And so that's it for today and here are some thoughts for the weekend...I just installed the new and v v cool noecounter thing on my sidebar. I really like this because it has flags! they are so cute. And so now I've decided that I must make a recipe for every flag that appears...starting with Malaysia.

I don't know why I picked Malaysia to start with, other than I have met some really friendly and pleasant people from this country but in any case, I am going to be making Laksa and since I've never actually eaten this before but just found it on an internet site I am having an Asian green herb crisis...Laksa leaf...what is it really? In any case I hope I pick the right one...

stay tuned for the Laksa lunch and I am counting on your input.

21 September 2006

Lunch in Tunisia

Last weekend I made a lovely Tunisian speciality, brik à l'oeuf.  I hesitated before posting this entry because I was not really thrilled with the results. But, since Ramadan is just around the corner and I probably won't be making these again for a while, here goes.

Brik_ingredients

First of all, the ingredients:

Sheets of brick (or brik)...more about that later

Oil for cooking

Canned tuna (packed in water is better)

Capers

Parsley (finely chopped, flat leaf only)

Shallots (or finely chopped onion, as you wish)

Fresh eggs (and I do stress FRESH...the whole problem for me today was old eggs...)

Brik_sheets

Here are the briks. And so what is a brik? Check out this link www.ochef.com. I can buy brik in the supermarket in Paris, you may have to substitute phyllo dough or Chinese spring roll skins...you get the idea.

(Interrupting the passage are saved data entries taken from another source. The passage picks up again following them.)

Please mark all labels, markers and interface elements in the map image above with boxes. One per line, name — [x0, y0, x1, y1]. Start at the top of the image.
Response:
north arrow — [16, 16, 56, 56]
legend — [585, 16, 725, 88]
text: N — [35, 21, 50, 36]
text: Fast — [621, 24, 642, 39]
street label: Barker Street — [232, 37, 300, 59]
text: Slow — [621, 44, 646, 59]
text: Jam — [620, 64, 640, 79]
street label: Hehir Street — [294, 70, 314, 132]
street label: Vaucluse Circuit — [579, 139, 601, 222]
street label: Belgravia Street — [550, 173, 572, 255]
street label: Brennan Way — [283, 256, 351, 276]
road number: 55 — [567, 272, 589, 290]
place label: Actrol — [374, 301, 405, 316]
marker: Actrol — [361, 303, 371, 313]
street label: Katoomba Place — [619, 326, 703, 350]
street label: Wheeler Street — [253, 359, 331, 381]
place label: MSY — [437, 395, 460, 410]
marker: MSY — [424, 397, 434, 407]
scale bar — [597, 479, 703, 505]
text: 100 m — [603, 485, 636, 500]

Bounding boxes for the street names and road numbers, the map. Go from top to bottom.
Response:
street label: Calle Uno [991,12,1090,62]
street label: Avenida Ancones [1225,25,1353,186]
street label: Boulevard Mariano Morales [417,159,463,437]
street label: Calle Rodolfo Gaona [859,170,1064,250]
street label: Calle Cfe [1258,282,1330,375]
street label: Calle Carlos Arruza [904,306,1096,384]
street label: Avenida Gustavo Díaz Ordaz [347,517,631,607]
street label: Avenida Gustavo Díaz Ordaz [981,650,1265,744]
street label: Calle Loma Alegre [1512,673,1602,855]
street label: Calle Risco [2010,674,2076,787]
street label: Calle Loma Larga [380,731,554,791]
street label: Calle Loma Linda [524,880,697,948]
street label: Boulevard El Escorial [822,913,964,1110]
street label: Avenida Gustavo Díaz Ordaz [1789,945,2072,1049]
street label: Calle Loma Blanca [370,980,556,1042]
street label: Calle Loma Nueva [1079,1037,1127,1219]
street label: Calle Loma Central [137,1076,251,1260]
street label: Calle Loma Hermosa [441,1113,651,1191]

In any case, making brik à l'oeuf is not an exact science, everyone has their own special filling, I chose to fill mine with:

Brik_filling

Tuna, chopped parsley, minced shallots, and capers as well as the egg.

Making_brik

The technique for making brik à l'oeuf  involves placing the sheet of brik into a shallow bowl, and then putting  some small amounts of  tuna, minced shallot, minced parsley, capers and then a whole egg in the middle. Then you must somehow move the whole thing to the frying pan where the hot oil awaits...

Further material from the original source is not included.